Si hay un tema que monopoliza las conversaciones en Barcelona desde hace dos días, ése es sin duda el asesinato de un profesor a manos de un alumno de secundaria en un barrio, el de Navas, que conozco bien. Diré en primer lugar que, más que sorprenderme que haya sucedido una atrocidad semejante, lo que me extraña es que haya tardado tanto en ocurrir. Las agresiones a profesores no son raras, por mucho que se quiera (como hasta ahora se ha hecho) mirar hacia otro lado, y era cuestión de tiempo que se produjera una víctima mortal, en este caso un hombre inocente que ha perdido la vida por unos hechos que otros tendrían que haber evitado.
Empezando por el principio, vivimos en una sociedad enferma con un modelo educativo desastroso, en cuanto a recursos económicos, prestigio social de los docentes, reconocimiento a su labor y atención especial a los niños que por sus características (superdotados, autistas) la necesitan. En las casas, el panorama no es mucho mejor: educar es algo muy difícil, y reproducirse muy fácil, he aquí la raíz del problema. Más allá de eso, hemos creado una sociedad en la que impera un individualismo a ultranza, donde todo el mundo cree que todo le es debido y le està permitido, y a los demás, más que como a seres humanos con los mismos derechos que nosotros, se les mira como a obstáculos que nos impiden alcanzar nuestras metas. Y ahora añadamos un último ingrediente, quizá el más importante: los niños crecen sobreprotegidos, acostumbrados a ver satisfechas sus necesidades de manera inmediata y, con frecuencia, en hogares en donde el amor hace tiempo que saltó por la ventana. Su resistencia a la frustración es inexistente, y se crea un contraste muy fuerte entre lo que sienten en sus casas, donde son tratados como pequeños dioses, como elegidos, y lo que les ocurre en cuanto socializan: que son uno más, que de elegidos nada, que llorar y berrear ya no les sirve, que o se adaptan al rebaño o les machacan, que en esta sociedad, incluso para recoger sus sobras, la competitividad es atroz. Los críos que se dedican a quemar o apalizar a pobres en los cajeros automáticos suelen ser de familia bien; los que se pelean a navajazos en los parques o en las estaciones del Metro (de esto, en el mismo barrio de La Sagrera o en algunos de L´Hospitalet, saben bastante), normalmente no; pero el mal está en todas partes.
Hay otro hecho que me llama la atención: el angelito inimputable ya había anunciado que haría lo que hizo. Nadie le tomó en serio, pese a que estaba en tratamiento psicológico y tenía acceso a distintas armas, además de las que fabricaba por sus propios medios. Nadie vio, nadie supo ni quiso saber, un inocente muere por ello. A la mayoría de las personas les cuesta asumir que su propio cerebro no funciona bien (por cierto, mucha gente debería prescindir de sustancias muy placenteras que precipitan el descarrilamiento).
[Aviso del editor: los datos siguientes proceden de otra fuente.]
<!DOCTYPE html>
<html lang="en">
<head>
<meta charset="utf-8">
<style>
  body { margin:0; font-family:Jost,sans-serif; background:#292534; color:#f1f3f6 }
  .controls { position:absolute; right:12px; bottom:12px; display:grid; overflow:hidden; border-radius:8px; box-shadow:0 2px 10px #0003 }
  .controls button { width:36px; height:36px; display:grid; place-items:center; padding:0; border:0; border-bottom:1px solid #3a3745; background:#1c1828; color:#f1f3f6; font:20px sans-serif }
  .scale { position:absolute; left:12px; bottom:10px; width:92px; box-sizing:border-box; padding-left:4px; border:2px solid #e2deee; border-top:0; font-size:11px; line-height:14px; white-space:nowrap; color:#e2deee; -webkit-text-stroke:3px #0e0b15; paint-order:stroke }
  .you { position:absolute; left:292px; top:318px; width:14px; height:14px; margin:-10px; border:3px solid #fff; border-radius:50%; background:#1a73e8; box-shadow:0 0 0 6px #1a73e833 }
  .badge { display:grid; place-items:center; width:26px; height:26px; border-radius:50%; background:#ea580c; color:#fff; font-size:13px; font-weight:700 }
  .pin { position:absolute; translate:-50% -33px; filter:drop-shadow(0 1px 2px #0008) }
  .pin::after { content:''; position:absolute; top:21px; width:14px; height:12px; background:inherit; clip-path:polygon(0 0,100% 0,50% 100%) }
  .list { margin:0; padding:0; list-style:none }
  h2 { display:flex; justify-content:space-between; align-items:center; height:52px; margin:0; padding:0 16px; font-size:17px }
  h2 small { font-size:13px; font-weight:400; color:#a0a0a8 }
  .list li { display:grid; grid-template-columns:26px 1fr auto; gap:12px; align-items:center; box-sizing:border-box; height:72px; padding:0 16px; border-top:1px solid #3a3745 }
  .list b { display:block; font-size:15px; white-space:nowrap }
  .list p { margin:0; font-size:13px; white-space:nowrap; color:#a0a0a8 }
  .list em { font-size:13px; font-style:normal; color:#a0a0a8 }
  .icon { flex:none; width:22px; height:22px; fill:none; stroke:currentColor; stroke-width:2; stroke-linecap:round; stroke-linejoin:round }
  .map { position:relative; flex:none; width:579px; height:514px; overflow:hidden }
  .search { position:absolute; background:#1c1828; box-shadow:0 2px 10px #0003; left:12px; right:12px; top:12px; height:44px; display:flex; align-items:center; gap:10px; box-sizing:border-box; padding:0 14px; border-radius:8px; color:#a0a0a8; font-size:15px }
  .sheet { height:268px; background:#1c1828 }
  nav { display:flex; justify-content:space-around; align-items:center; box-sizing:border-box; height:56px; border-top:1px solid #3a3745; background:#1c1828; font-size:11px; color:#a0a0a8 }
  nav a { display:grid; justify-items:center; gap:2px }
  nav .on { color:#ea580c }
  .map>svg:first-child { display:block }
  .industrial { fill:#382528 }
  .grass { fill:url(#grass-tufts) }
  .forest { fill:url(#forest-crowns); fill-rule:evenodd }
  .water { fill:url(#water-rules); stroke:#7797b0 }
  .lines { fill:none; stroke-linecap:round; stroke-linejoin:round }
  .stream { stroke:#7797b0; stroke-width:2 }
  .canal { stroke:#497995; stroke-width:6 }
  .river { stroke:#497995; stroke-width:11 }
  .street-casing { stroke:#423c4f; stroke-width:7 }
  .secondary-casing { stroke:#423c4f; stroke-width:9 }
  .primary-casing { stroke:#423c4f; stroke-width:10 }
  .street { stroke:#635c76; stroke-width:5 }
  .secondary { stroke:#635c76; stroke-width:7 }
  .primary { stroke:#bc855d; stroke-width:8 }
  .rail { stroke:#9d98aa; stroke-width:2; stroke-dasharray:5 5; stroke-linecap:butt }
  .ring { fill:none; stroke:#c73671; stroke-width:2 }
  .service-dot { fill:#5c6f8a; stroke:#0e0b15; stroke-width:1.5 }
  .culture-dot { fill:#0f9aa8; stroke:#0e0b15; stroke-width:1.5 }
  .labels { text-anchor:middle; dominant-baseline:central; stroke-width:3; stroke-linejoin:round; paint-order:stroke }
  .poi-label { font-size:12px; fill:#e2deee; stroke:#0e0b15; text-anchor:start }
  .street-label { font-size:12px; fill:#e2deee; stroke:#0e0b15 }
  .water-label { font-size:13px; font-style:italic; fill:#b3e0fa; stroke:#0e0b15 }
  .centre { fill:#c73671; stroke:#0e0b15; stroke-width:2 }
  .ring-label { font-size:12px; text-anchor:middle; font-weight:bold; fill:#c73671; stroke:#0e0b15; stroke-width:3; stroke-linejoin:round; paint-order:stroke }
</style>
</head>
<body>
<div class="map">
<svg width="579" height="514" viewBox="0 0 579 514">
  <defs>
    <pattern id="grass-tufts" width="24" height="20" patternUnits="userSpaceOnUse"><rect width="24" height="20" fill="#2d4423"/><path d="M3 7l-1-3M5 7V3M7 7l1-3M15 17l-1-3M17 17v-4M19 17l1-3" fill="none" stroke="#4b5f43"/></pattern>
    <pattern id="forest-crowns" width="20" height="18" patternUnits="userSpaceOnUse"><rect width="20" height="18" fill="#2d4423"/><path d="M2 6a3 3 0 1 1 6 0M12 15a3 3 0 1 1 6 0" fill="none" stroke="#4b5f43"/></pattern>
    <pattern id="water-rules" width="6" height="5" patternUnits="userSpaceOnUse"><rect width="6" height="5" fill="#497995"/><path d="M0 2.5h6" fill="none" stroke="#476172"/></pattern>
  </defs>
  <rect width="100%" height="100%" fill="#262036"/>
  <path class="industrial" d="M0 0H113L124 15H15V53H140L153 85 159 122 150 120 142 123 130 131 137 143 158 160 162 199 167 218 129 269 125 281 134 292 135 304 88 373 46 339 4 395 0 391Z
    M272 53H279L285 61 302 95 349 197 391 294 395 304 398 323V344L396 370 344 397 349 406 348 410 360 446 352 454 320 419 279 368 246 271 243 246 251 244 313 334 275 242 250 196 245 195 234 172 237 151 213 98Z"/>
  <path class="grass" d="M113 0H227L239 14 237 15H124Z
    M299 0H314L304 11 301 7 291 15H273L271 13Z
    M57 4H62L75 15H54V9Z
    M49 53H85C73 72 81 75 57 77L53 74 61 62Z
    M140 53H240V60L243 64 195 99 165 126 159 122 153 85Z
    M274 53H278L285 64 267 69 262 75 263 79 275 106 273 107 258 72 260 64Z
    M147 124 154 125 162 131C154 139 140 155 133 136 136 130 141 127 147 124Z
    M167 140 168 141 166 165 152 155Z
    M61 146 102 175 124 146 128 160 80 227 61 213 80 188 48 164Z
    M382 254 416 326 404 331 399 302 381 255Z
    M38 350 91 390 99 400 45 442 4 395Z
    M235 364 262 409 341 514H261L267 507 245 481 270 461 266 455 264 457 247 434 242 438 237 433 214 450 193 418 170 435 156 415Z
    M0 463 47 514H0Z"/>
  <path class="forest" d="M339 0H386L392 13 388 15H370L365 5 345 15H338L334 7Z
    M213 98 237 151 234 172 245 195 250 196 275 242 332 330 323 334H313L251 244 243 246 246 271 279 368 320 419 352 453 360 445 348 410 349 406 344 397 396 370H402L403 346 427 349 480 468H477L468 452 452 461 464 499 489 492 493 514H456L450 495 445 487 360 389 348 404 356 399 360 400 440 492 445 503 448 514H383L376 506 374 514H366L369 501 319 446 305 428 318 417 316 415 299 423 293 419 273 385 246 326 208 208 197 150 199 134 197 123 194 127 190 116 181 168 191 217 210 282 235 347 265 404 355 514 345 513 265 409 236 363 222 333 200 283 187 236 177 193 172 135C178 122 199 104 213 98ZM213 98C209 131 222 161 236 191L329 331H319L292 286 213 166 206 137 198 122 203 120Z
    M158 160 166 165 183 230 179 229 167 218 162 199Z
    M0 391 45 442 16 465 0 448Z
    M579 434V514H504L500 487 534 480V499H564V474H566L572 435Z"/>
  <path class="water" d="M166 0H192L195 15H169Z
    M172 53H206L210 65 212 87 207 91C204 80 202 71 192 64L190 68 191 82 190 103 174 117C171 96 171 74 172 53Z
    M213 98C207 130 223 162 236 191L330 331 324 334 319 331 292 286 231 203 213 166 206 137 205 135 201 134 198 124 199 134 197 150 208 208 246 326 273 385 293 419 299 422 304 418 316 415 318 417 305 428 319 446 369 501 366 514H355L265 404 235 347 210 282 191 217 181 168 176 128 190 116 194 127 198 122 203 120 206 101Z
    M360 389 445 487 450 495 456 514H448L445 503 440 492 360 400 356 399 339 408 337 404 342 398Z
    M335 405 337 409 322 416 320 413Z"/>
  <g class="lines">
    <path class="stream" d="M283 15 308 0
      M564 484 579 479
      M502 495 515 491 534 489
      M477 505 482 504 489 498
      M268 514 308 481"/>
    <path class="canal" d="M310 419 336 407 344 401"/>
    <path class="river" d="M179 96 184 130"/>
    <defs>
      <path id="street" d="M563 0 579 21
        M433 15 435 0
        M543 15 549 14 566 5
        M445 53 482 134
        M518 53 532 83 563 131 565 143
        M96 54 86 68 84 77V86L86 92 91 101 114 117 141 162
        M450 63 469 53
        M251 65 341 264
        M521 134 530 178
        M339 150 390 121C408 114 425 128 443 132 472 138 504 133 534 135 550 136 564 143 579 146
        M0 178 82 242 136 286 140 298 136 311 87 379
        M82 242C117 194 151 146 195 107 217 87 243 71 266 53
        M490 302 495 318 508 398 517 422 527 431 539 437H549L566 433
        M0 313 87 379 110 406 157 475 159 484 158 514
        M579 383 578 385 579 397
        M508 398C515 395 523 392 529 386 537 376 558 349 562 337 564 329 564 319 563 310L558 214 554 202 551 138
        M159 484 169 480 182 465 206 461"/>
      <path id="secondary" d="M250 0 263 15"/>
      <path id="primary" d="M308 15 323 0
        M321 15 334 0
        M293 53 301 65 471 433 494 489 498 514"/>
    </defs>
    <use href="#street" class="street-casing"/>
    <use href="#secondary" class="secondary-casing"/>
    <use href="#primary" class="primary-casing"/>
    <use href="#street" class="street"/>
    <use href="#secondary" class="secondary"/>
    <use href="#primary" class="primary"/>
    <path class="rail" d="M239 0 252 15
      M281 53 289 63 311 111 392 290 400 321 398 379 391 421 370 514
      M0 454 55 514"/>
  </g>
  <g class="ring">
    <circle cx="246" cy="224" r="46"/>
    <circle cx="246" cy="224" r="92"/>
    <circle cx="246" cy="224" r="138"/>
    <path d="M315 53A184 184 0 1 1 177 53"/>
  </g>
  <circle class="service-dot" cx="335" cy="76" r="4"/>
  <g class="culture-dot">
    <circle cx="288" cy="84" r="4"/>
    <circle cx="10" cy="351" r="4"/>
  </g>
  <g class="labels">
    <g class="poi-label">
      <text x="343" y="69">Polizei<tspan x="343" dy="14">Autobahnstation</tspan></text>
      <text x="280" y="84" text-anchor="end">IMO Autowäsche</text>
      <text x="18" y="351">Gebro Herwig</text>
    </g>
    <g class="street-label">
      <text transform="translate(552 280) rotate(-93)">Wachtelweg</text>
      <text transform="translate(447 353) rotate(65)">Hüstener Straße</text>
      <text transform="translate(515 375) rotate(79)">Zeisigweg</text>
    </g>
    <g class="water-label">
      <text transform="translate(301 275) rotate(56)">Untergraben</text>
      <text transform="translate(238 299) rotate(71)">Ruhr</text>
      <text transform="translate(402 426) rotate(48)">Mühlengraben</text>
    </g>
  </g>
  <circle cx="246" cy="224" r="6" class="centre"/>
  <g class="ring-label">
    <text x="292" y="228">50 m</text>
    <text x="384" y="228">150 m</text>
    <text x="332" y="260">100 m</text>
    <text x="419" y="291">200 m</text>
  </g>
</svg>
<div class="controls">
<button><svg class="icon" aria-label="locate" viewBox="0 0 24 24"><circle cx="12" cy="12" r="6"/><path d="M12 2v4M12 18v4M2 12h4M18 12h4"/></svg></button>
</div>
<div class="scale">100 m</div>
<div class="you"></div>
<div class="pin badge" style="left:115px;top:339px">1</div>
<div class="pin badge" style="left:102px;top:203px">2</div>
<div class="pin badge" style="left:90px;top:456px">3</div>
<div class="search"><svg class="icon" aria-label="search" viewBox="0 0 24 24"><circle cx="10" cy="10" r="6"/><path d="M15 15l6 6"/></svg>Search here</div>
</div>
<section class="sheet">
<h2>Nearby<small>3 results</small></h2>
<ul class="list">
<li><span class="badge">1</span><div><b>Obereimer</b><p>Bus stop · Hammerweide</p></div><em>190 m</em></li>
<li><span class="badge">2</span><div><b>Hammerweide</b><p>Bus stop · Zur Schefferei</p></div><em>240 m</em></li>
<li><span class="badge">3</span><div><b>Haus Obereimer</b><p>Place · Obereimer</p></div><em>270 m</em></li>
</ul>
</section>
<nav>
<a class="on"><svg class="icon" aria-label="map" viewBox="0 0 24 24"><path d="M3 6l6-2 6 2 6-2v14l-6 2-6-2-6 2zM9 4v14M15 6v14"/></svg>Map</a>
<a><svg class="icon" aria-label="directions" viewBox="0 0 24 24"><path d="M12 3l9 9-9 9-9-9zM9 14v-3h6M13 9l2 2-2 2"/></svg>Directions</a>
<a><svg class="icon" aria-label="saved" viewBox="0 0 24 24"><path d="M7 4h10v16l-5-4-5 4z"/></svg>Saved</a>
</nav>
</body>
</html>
Lo de que su niño/a no es un dechado de perfección, pues no lo asume nadie y listos, ya se lo tragarán en la escuela o en la calle. En todo caso, si se tomaron en broma las amenazas de la criatura es porque nadie escucha a los demás, estamos demasiado acostumbrados a tomarnos en serio sólo a nosotros mismos. Y una cosa es respetar la intimidad de los hijos y otra bien distinta es no tener ni puta idea de lo que hacen en su tiempo libre, máxime cuando apenas los ves. La pregunta que me hago es: ¿de verdad nos creemos que podemos tenerlo todo? ¿Un trabajo bien remunerado, una casa en propiedad, una pareja que nos idolatre, unos hijos guapísimos y maravillosos, un todoterreno, un chalet en la costa, televisión de pago, ropa de marca y mesa reservada en los restaurantes con estrella Michelín? ¿En serio? La vida es elegir, y nos hemos convertido en burros que arrastran más peso del que pueden. Y al final, petan. Vas por la calle y ves a mucha gente colgada, o a la que sólo le falta la chispa que encienda el fuego. En el caso de un menor con problemas mentales, la mecha prende con nada. Y prendió. De verdad, ¿a alguien le extraña lo que ha ocurrido?
Dejo para al final dos aspectos que me parecen penosos: la respuesta institucional, consistente en poner cara de asombro y mandar psicólogos (inopia y paraciencia, menudo cuadro), y el nauseabundo circo mediático montado alrededor de unos chicos de barrio traumatizados y confusos. Pero que nadie se alarme, es un caso excepcional. Me temo que cada vez lo será menos.